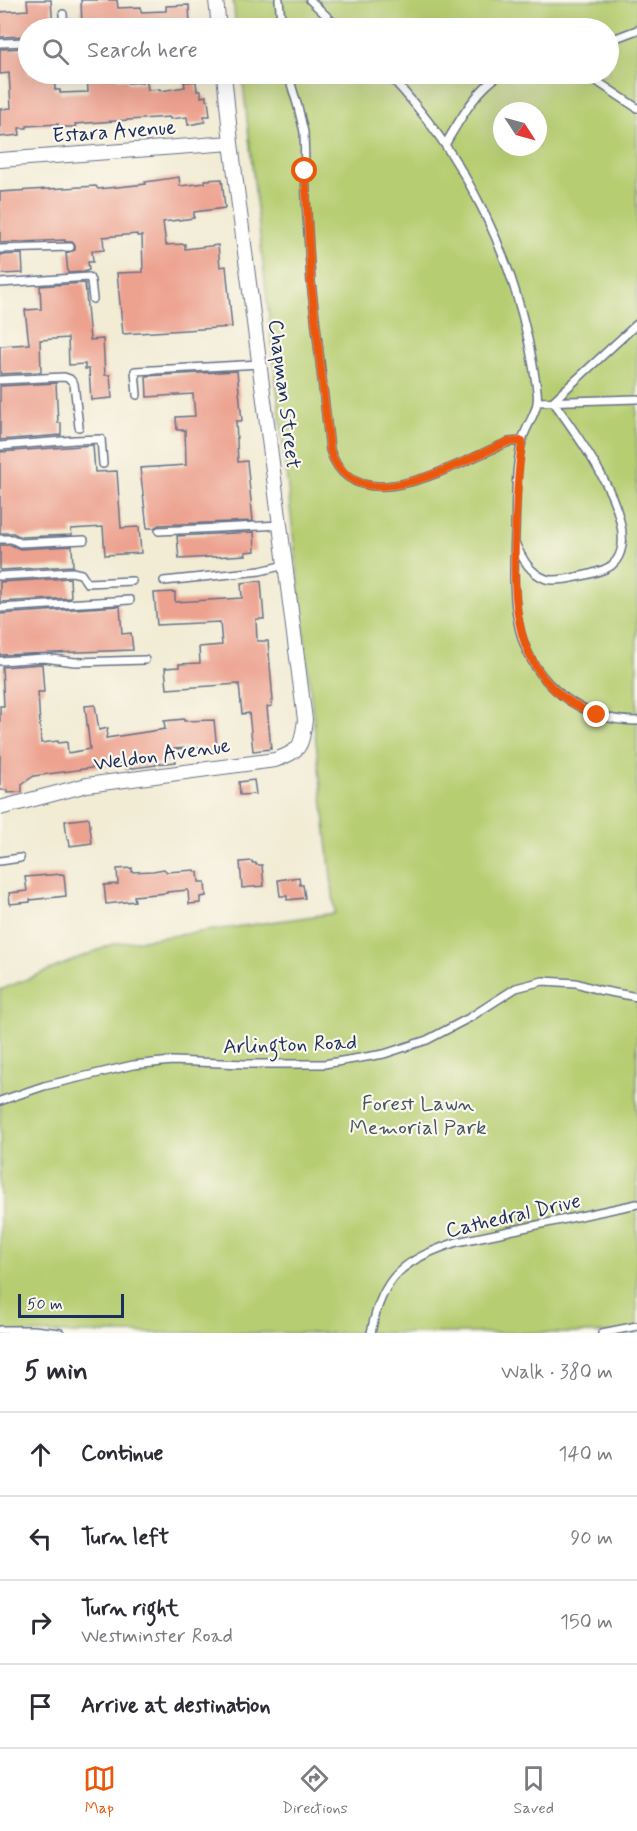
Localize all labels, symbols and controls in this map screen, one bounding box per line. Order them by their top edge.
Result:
search box [18,18,619,84]
icon: search [39,35,72,68]
text: Search here [87,37,198,65]
north arrow [493,102,547,156]
street label: Estara Avenue [51,114,177,150]
route start [291,157,317,183]
street label: Chapman Street [261,318,307,471]
route end [583,701,609,727]
street label: Weldon Avenue [92,732,232,778]
street label: Arlington Road [223,1029,358,1063]
park label: Forest Lawn Memorial Park [349,1090,487,1142]
street label: Cathedral Drive [443,1187,583,1245]
scale bar [18,1291,124,1318]
text: 50 m [27,1294,63,1315]
text: 5 min [24,1355,88,1389]
text: Walk · 380 m [501,1359,613,1386]
icon: ahead [24,1438,57,1471]
text: Continue [81,1440,163,1468]
text: 140 m [559,1441,613,1468]
icon: left [24,1522,57,1555]
text: Turn left [81,1524,169,1552]
text: 90 m [570,1525,613,1552]
text: Turn right [81,1595,179,1623]
icon: right [24,1606,57,1639]
text: 150 m [560,1609,613,1636]
text: Westminster Road [81,1623,233,1650]
icon: arrive [24,1690,57,1723]
text: Arrive at destination [81,1692,271,1720]
tab: Map [83,1762,116,1819]
tab: Directions [282,1762,348,1819]
tab: Saved [514,1762,554,1819]

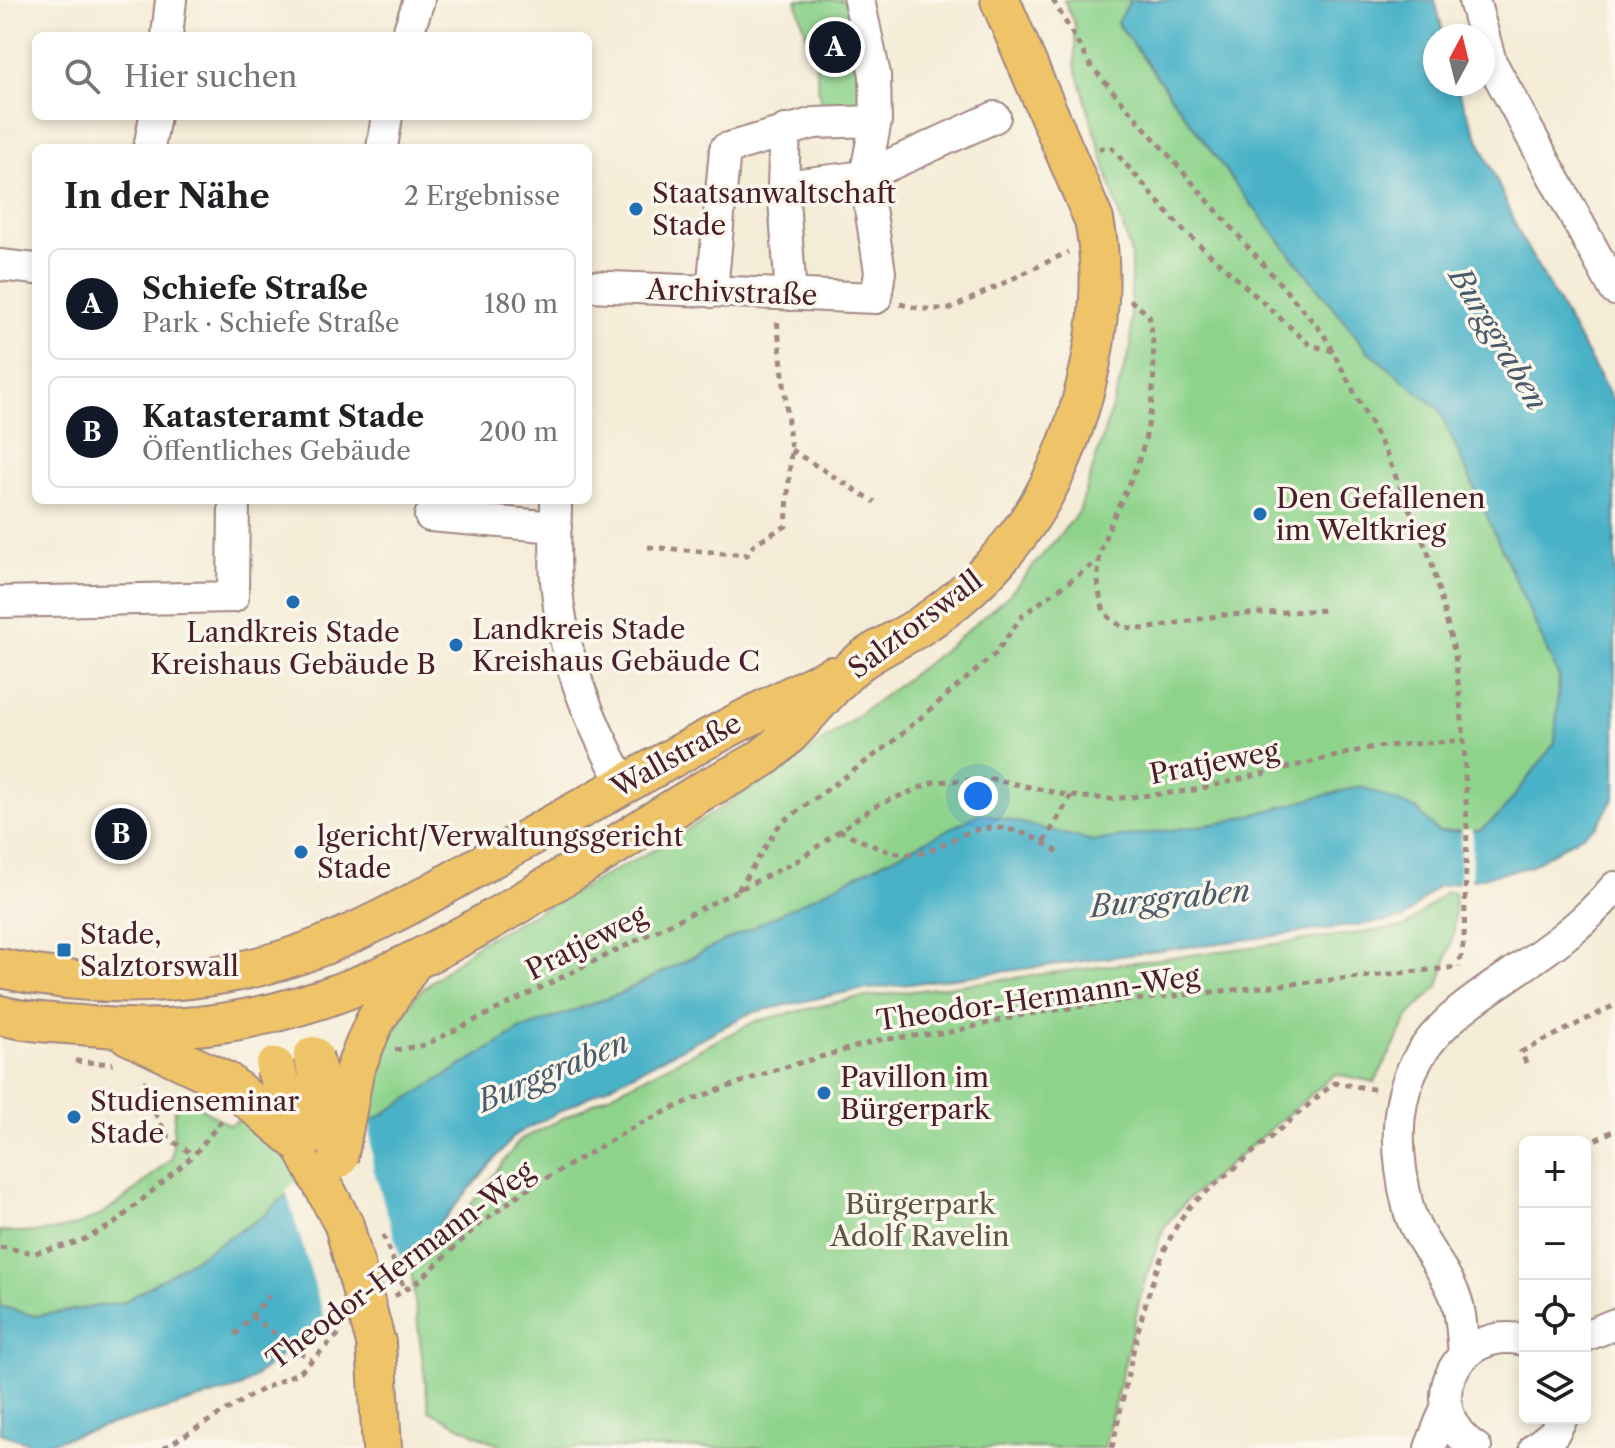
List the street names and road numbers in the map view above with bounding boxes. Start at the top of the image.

■ Required work ■
Whichever lines of the records above hold the word "bounding" should all be copied out.

■ Result ■
Localize all labels, symbols and controls in this map screen, one bounding box per line. Order them by their top edge.
List the street names and road numbers in the map view above with bounding boxes. Start at the top of the image.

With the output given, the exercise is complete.